On September 17th, the Silicon Valley Community Meetup discussed the importance of having difficult conversations. As a project founder or CEO, it is essential to know how to handle these conversations in order to create an effective working relationship with others. In this blog post, we’ll discuss the resources and advice discussed at the meetup, as well as Mindy Zhang’s experiences on the topic.
Resources Discussed At the meetup, several resources were suggested for navigating difficult conversations. The first was Dale Carnegie’s classic book “How To Win Friends and Influence People” which is a great resource for developing interpersonal skills. Additionally, Crucial Conversations by Kerry Patterson was recommended as a useful tool for learning how to have more meaningful and productive conversations. Finally, Radical Candor by Kim Scott emphasizes both being kind and challenging direct reports while also providing them with clear expectations and goals.

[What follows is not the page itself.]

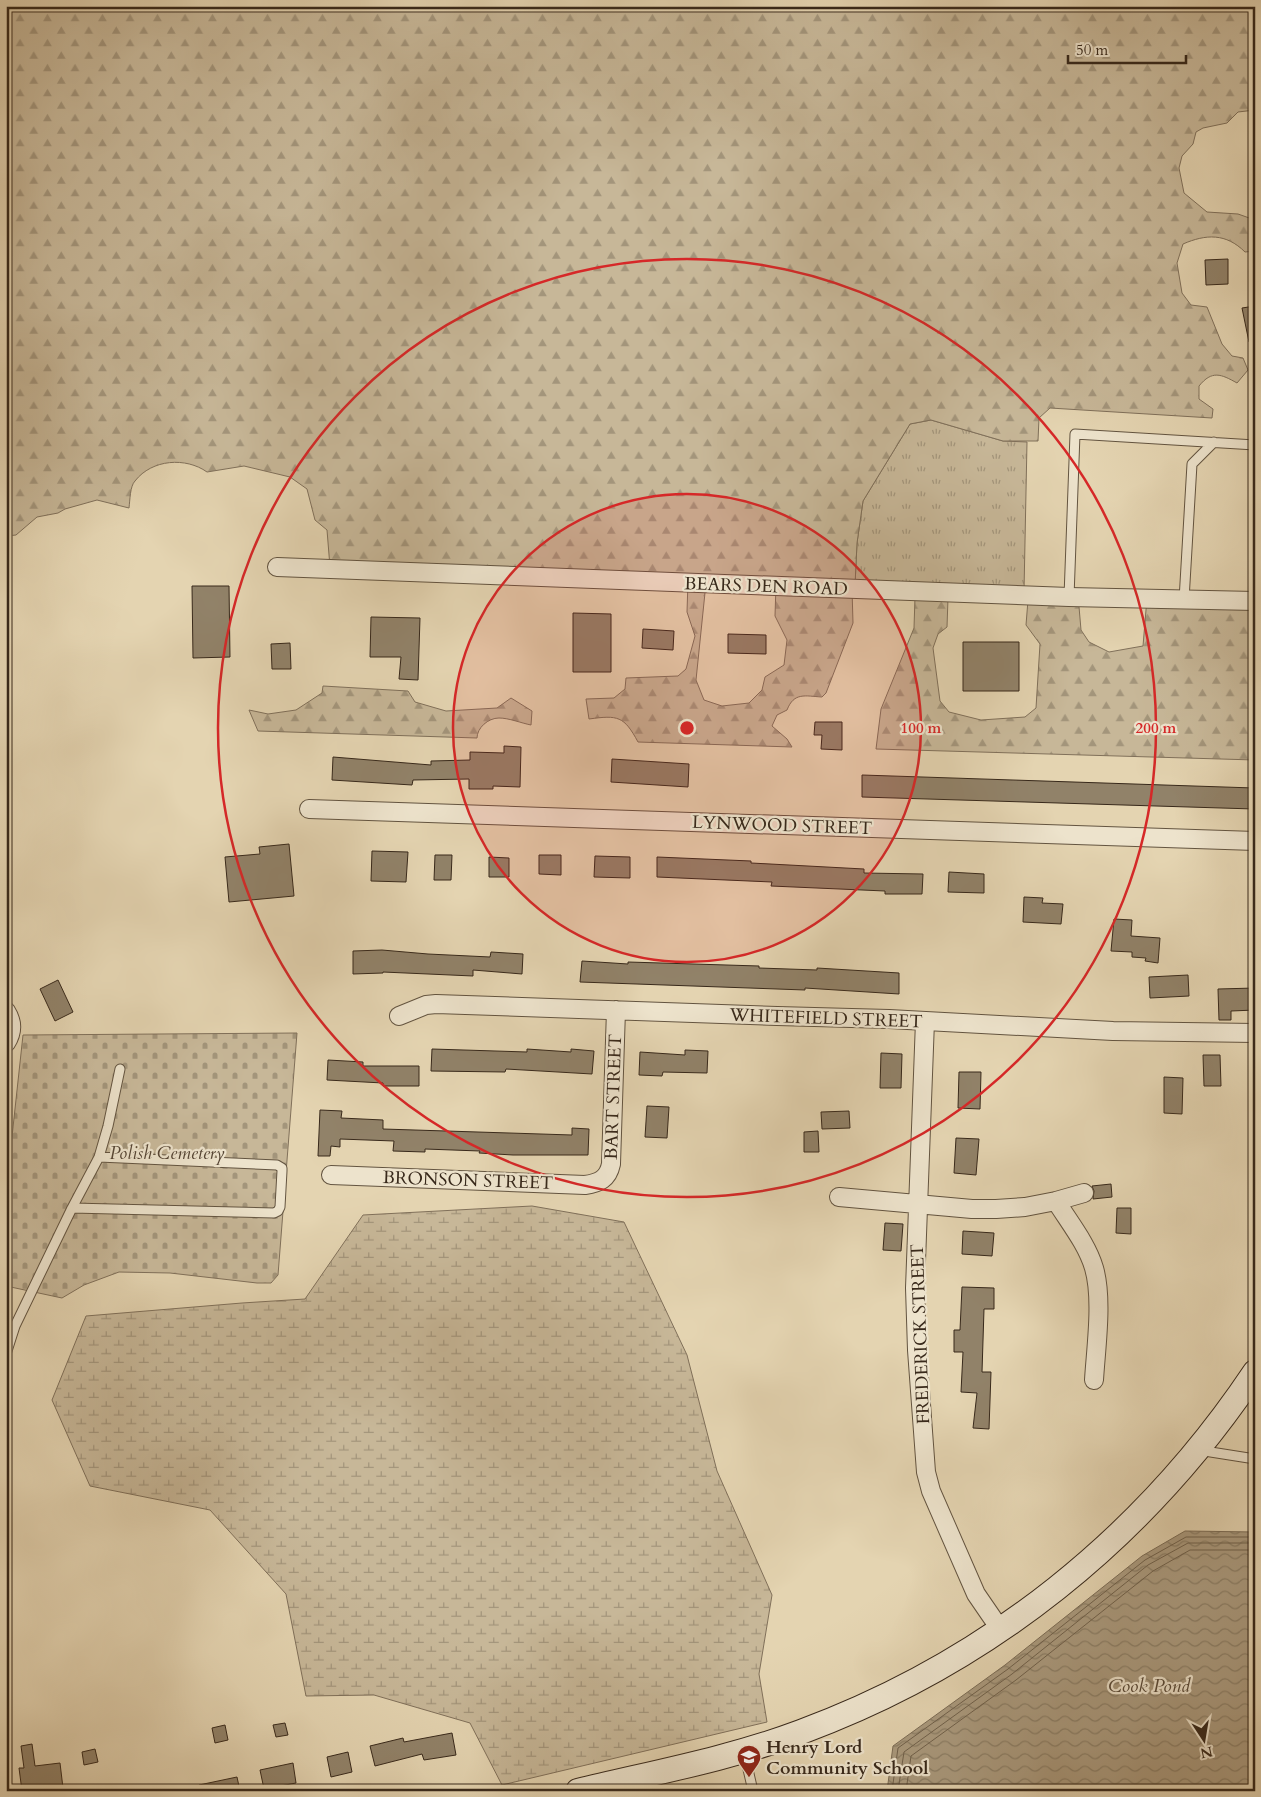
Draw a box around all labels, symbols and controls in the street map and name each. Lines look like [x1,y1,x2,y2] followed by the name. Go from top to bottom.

Advice Given Beyond suggesting resources, there was some general advice given on how to approach difficult conversations in order to reach a mutual agreement and foster respect between both parties involved. It was suggested that using the PESOS framework could be helpful when planning for a conversation beforehand so that one can anticipate any potential outcomes or issues that might arise from it. Additionally, it was mentioned that instead of simply giving feedback it is important to show how one came to their conclusion rather than just stating it directly so that there is room for discussion without feeling judged or criticized. Finally, if one wishes to gain an outside perspective on this topic it could be beneficial to speak with a career coach who understands what it is like for people not male in tech and can provide additional insight into these types of conversations.
Mindy Zhang’s Experiences
At the meetup Mindy Zhang shared her experiences of finding her authentic voice after receiving praise early on in her career for being nice, approachable, and collaborative – qualities which often lead women in tech fields to be seen as less competent than their male counterparts despite having equal skill sets. She also discussed strategies such as prototyping small changes first before asking others for feedback afterwards – which helps create psychological safety within any work environment – and focusing outside of oneself when in conversation with leadership so that it becomes about something external from both parties instead of personal feelings or emotions.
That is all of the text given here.